Wisconsin’s Research Universities: A Case for Reinvestment

–submitted by Andrea Kaminski; photos by Mike Engelberger

Rebecca Blank 5 3 2017    Mark Mone 5 3 2017

Rotarians heard from not one, but two University of Wisconsin chancellors on May 3. UW-Madison Chancellor Rebecca Blank and UW-Milwaukee Chancellor Mark Mone teamed up to talk about collaborations between their campuses and the challenges they face in maintaining the high quality our universities are known for. The two chancellors have been on the road with this presentation, having also spoken to the Milwaukee Rotary and the Wisconsin Technology Council. Mone is a fellow Rotarian.

UW-Madison has 43,000 students who hail from all 72 counties in Wisconsin, all 50 states, and 121 nations. This year they have a record number of applicants. Blank said the university has excellent retention and graduation rates, and less than half of its students graduate with debt because the university has focused on helping students finish in four years.

UW-Milwaukee has 26,037 students, 84 percent of whom come from Wisconsin. There were 5,300 graduates in 2016. Three-quarters of graduates continue to live and work in Wisconsin when they finish. The most diverse campus in the UW System, UW-Milwaukee has the most students who are veterans. Forty percent of its students are the first in their families to go to college. Mone noted that by 2023 the state is projected to have a six-figure worker shortage. He showed how UW-Milwaukee is producing graduates in the four areas most needed in the Wisconsin workforce: healthcare; business; computer science; and engineering and science.

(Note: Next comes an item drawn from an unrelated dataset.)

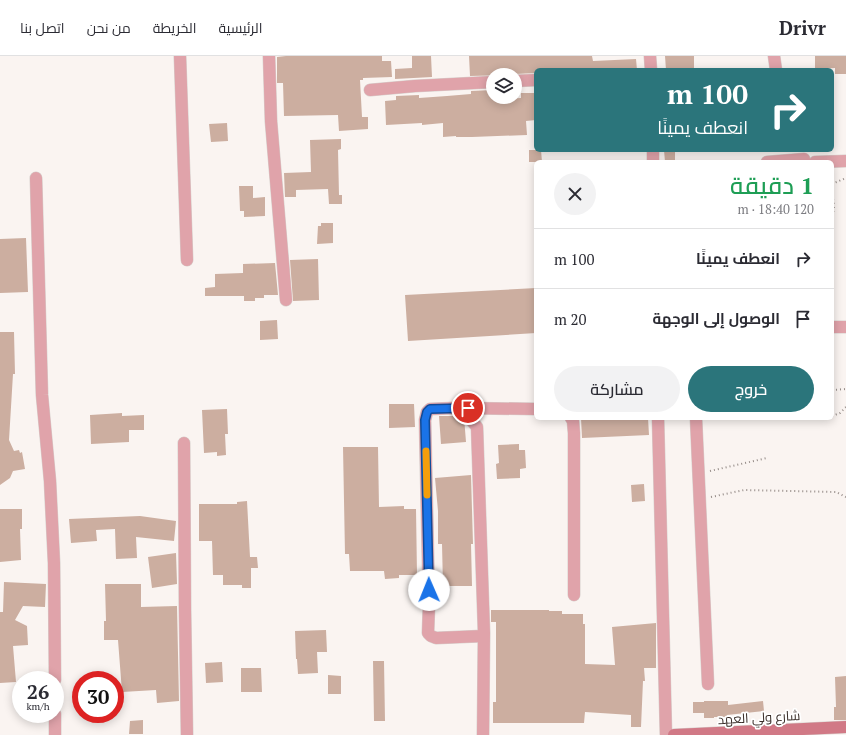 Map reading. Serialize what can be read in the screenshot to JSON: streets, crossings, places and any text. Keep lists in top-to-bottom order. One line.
{"streets":{"main road":["شارع ولي العهد"]},"page":{"header":"Drivr","nav":["الرئيسية","الخريطة","من نحن","اتصل بنا"],"turn":["100 m","انعطف يمينًا"],"heading":["1 دقيقة","120 m · 18:40"],"list":[{"name":"انعطف يمينًا","value":"100 m"},{"name":"الوصول إلى الوجهة","value":"20 m"}],"buttons":["خروج","مشاركة"],"speed":"26 km/h","limit":"30"}}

Both chancellors credit the collaborations and pooling of resources between their campuses for making it possible for a state of Wisconsin’s size to have two great research universities. The two campuses are anchors along a 400-mile “IQ Corridor” between Chicago and the Twin Cities, which is known for its research, industry and technology.

The chancellors gave several examples of collaborations that have pushed the level of knowledge and innovation in the Midwest. Examples include the UW-Milwaukee School of Freshwater Sciences and UW-Madison Sea Grant Institute and energy partnerships funded in part by Johnson Controls centered at the UW-Madison Wisconsin Energy Institute. Mone noted that faculty on his campus alone partner with such Wisconsin industry leaders as Rockwell Automation, Harley Davidson, Kohl’s, Manpower, Northwestern Mutual and WEC energy group.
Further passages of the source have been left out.